AIM OF THE EXERCISE » Could you reproduce the entries exactly, omitting every picture?

-------- DATA FOR PROCESSING

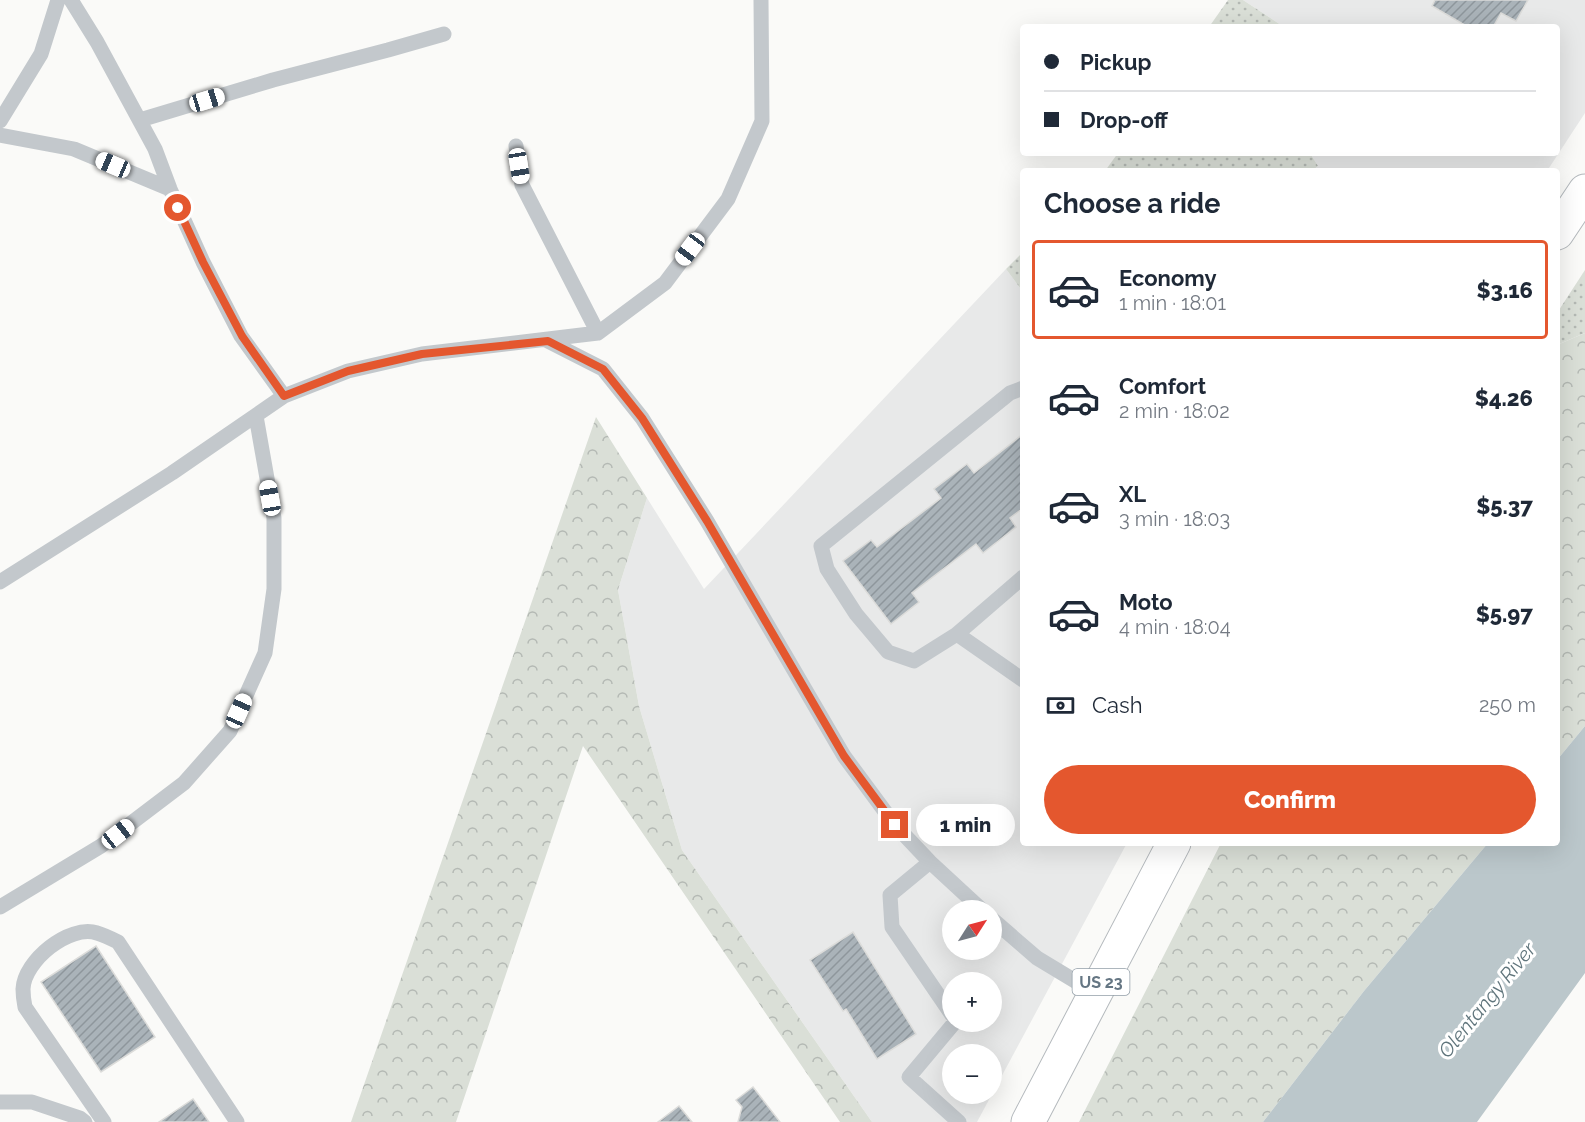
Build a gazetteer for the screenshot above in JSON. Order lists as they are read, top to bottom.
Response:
{
  "streets": {
    "highway": ["US 23"]
  },
  "water": ["Olentangy River"],
  "north": "top right",
  "page": {
    "banner": ["Pickup", "Drop-off"],
    "heading": "Choose a ride",
    "list": [
      {
        "name": "Economy",
        "note": "1 min · 18:01",
        "value": "$3.16"
      },
      {
        "name": "Comfort",
        "note": "2 min · 18:02",
        "value": "$4.26"
      },
      {
        "name": "XL",
        "note": "3 min · 18:03",
        "value": "$5.37"
      },
      {
        "name": "Moto",
        "note": "4 min · 18:04",
        "value": "$5.97"
      }
    ],
    "pay": ["Cash", "250 m"],
    "buttons": "Confirm",
    "bubble": "1 min",
    "map_buttons": ["+", "−"]
  }
}
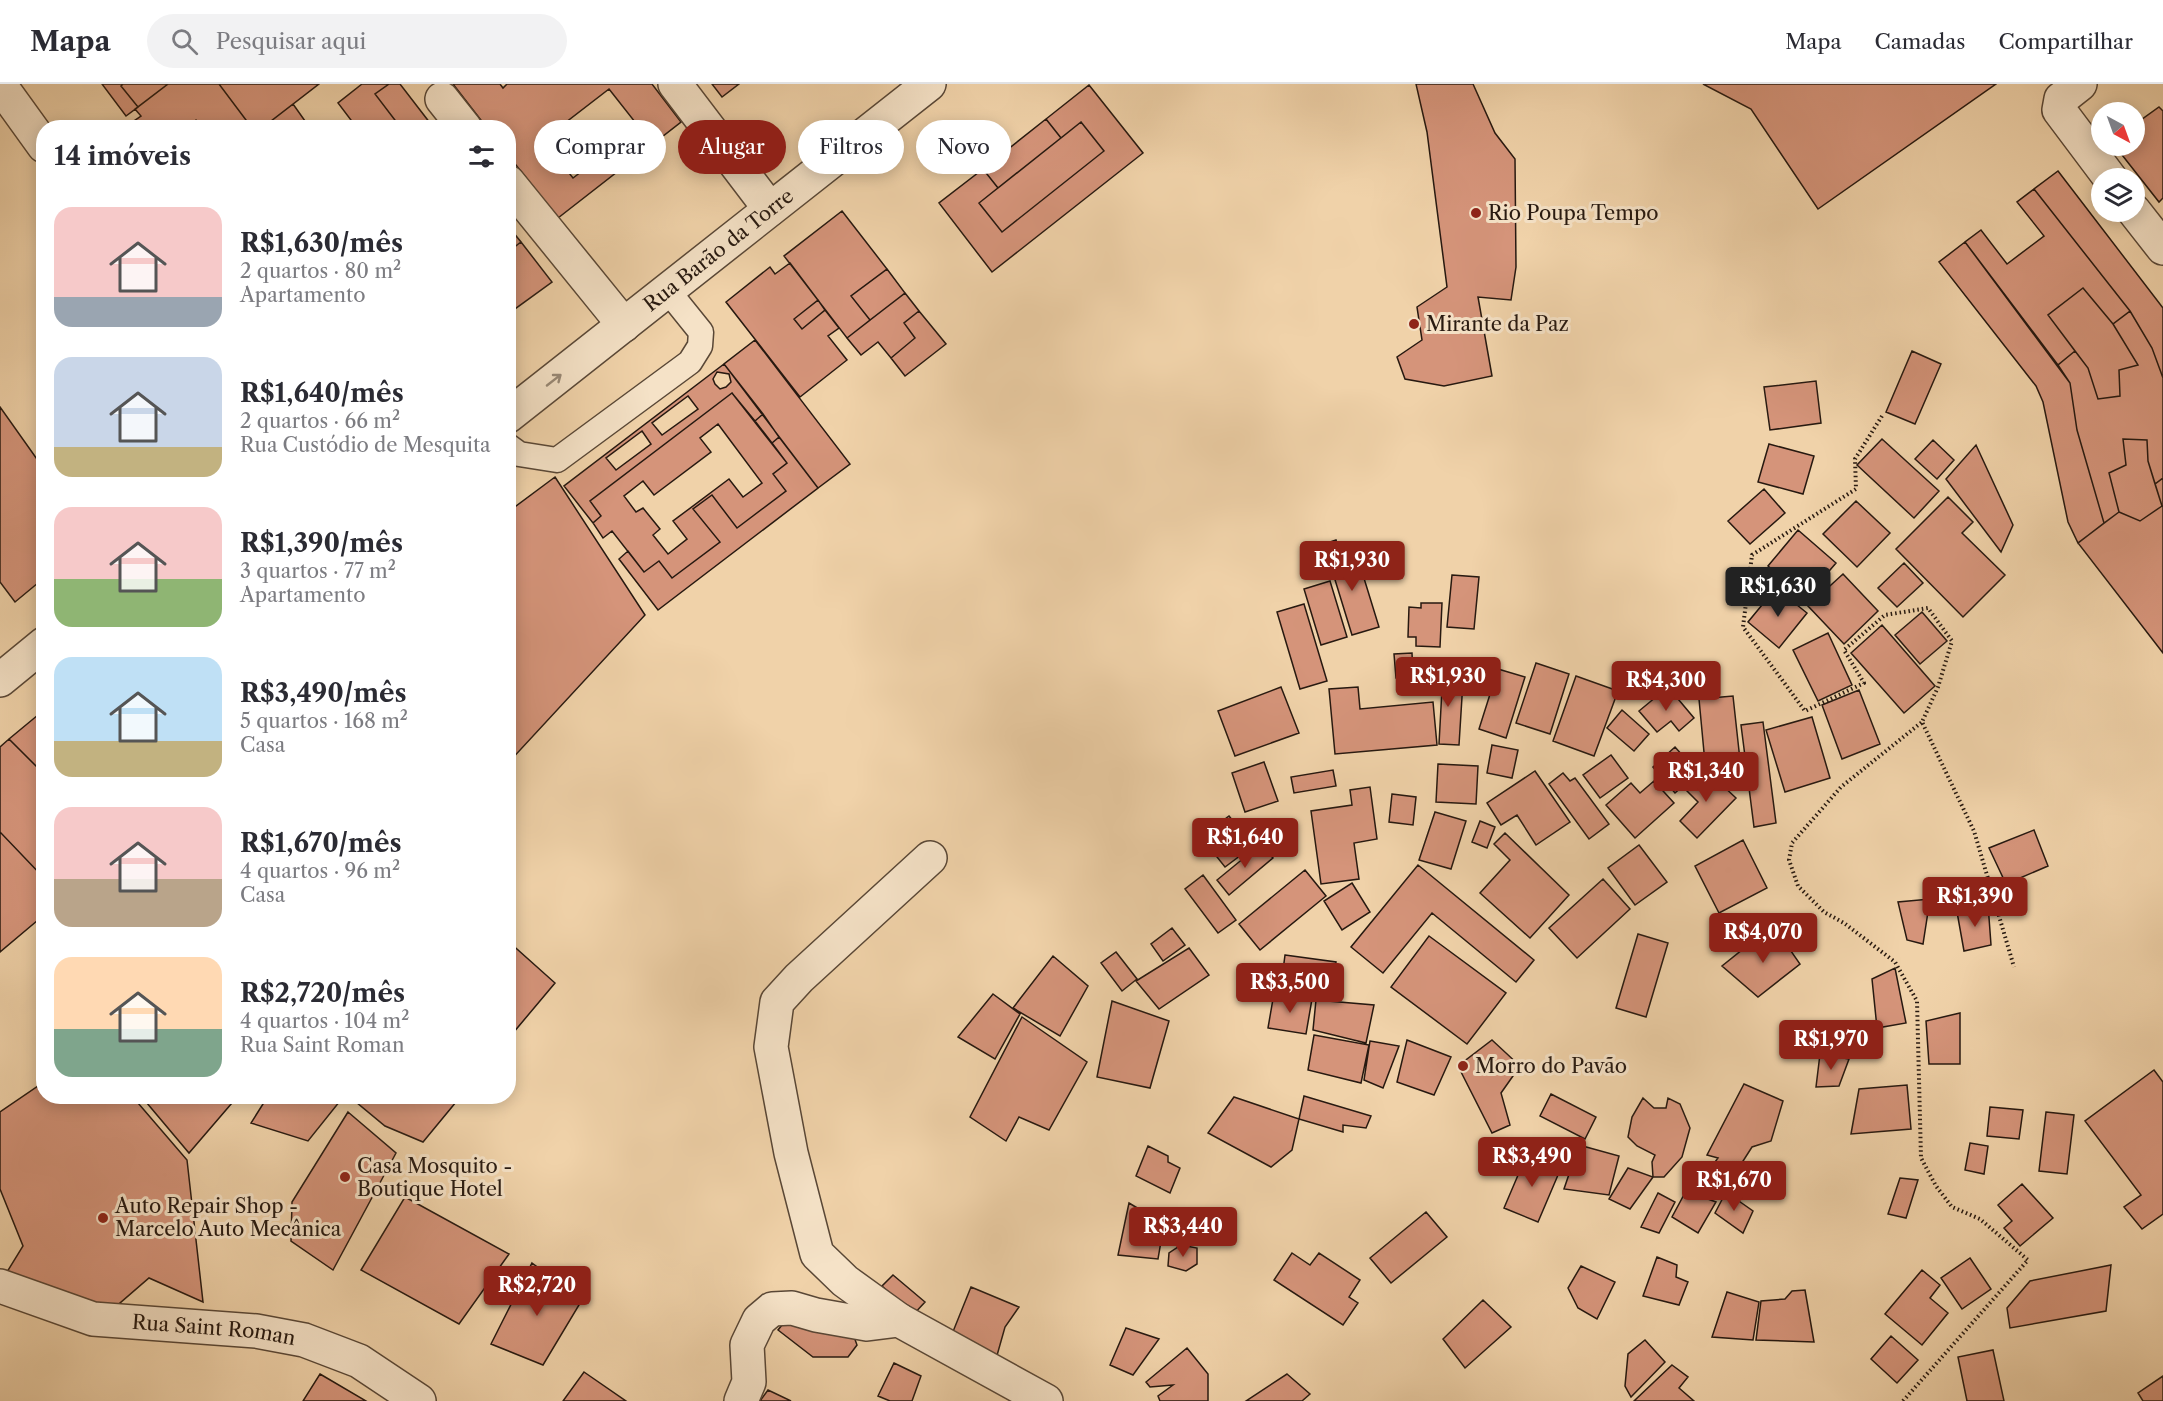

----------------

ANSWER TO THE EXERCISE »
Build a gazetteer for the screenshot above in JSON. Order lists as they are read, top to bottom.
Response:
{
  "streets": {
    "highway": ["US 23"]
  },
  "water": ["Olentangy River"],
  "north": "top right",
  "page": {
    "banner": ["Pickup", "Drop-off"],
    "heading": "Choose a ride",
    "list": [
      {
        "name": "Economy",
        "note": "1 min · 18:01",
        "value": "$3.16"
      },
      {
        "name": "Comfort",
        "note": "2 min · 18:02",
        "value": "$4.26"
      },
      {
        "name": "XL",
        "note": "3 min · 18:03",
        "value": "$5.37"
      },
      {
        "name": "Moto",
        "note": "4 min · 18:04",
        "value": "$5.97"
      }
    ],
    "pay": ["Cash", "250 m"],
    "buttons": "Confirm",
    "bubble": "1 min",
    "map_buttons": ["+", "−"]
  }
}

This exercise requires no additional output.